- Exercise prompt -
Return every line of the entries that includes the word "Drive".

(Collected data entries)

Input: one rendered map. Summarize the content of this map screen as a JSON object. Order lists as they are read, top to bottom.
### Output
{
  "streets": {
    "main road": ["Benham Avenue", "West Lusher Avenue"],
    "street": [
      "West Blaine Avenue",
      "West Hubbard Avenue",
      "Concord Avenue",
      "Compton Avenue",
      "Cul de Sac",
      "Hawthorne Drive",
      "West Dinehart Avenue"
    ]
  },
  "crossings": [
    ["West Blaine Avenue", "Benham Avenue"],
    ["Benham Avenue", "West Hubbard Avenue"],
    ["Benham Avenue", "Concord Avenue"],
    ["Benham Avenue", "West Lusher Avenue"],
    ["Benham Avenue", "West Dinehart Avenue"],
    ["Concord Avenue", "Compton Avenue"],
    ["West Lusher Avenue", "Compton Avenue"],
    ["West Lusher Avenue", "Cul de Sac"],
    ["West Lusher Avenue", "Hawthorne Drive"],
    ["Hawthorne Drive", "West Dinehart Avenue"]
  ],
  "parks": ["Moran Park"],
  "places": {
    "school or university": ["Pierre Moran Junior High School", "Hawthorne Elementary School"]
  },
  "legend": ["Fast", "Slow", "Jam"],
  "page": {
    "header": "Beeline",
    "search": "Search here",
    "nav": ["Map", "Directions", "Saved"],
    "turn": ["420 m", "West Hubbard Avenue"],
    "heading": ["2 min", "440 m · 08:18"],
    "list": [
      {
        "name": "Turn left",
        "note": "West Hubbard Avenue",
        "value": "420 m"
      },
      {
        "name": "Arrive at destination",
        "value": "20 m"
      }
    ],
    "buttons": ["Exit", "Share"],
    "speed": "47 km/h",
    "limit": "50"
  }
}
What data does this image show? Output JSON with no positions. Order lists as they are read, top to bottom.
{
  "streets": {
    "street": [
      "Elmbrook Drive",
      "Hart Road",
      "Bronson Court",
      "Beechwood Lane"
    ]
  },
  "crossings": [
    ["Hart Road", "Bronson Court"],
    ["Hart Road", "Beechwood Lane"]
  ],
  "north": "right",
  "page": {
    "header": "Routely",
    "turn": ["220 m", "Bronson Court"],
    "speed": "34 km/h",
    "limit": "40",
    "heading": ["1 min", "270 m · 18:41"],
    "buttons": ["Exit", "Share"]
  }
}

- Exercise response -
      "Hawthorne Drive",
    ["West Lusher Avenue", "Hawthorne Drive"],
    ["Hawthorne Drive", "West Dinehart Avenue"]
      "Elmbrook Drive",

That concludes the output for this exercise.